Problem details: Each line of the data is to be output verbatim, with the images removed.

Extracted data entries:

========================================================================

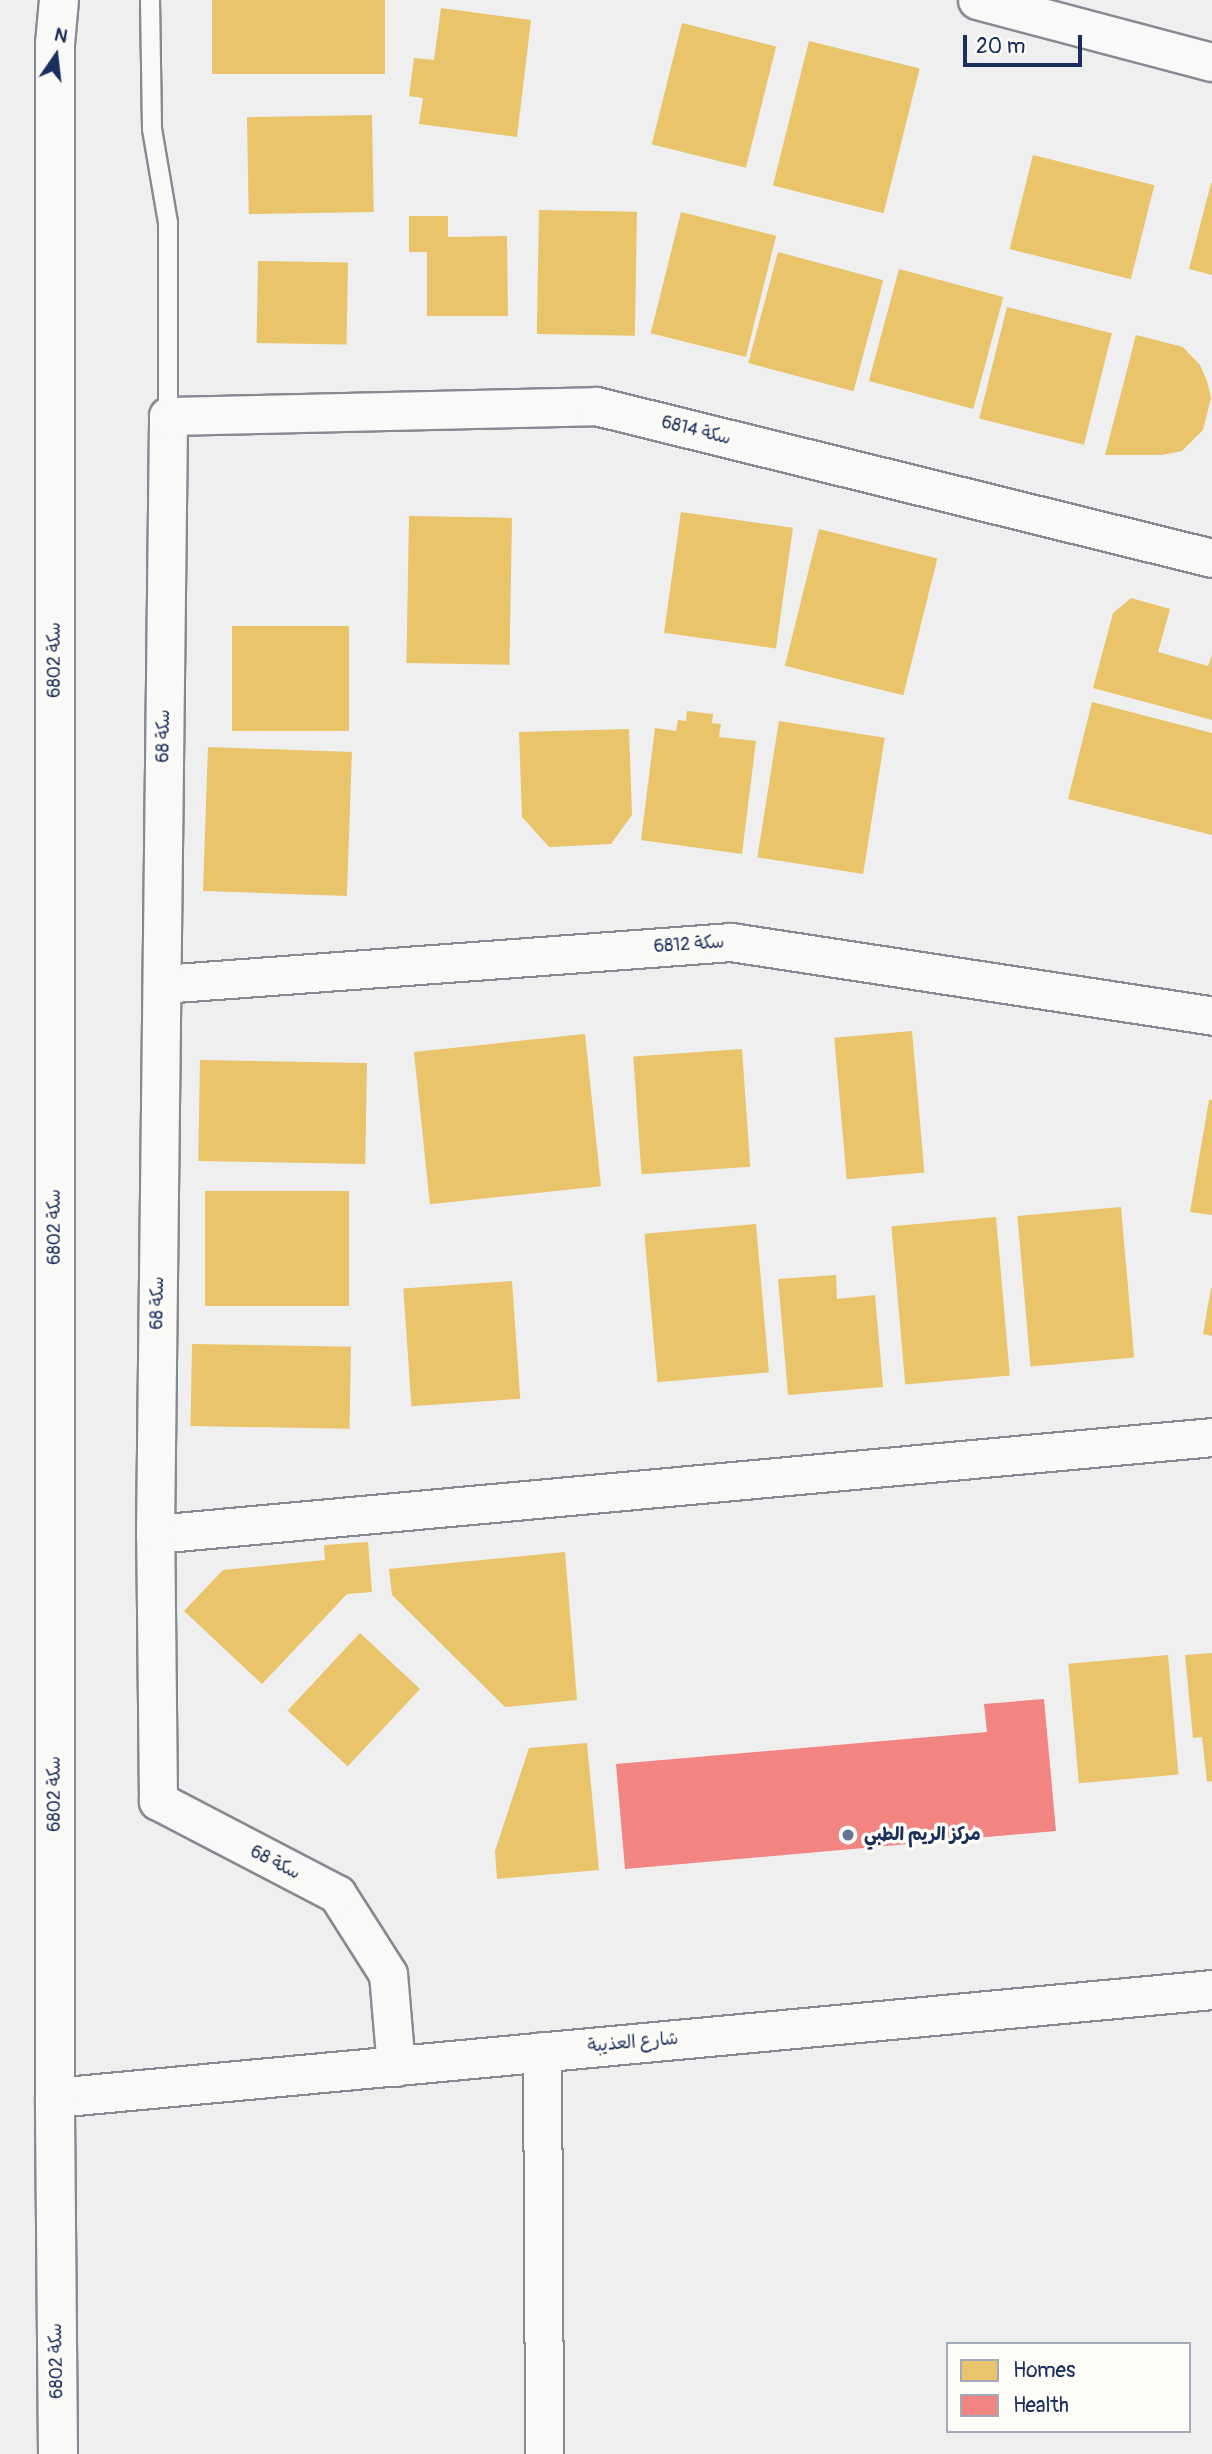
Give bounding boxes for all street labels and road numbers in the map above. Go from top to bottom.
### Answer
street label: سكة 6814 [659,412,733,450]
street label: سكة 6802 [44,622,66,698]
street label: 68 سكة [153,709,175,763]
street label: سكة 6812 [653,932,725,958]
street label: سكة 6802 [44,1189,66,1265]
street label: 68 سكة [147,1276,169,1330]
street label: سكة 6802 [44,1756,66,1832]
street label: 68 سكة [246,1841,304,1885]
street label: شارع العذيبة [587,2028,679,2058]
street label: سكة 6802 [46,2323,68,2399]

========================================================================

Final answer:
Give bounding boxes for all street labels and road numbers in the map above. Go from top to bottom.
### Answer
street label: سكة 6814 [659,412,733,450]
street label: سكة 6802 [44,622,66,698]
street label: 68 سكة [153,709,175,763]
street label: سكة 6812 [653,932,725,958]
street label: سكة 6802 [44,1189,66,1265]
street label: 68 سكة [147,1276,169,1330]
street label: سكة 6802 [44,1756,66,1832]
street label: 68 سكة [246,1841,304,1885]
street label: شارع العذيبة [587,2028,679,2058]
street label: سكة 6802 [46,2323,68,2399]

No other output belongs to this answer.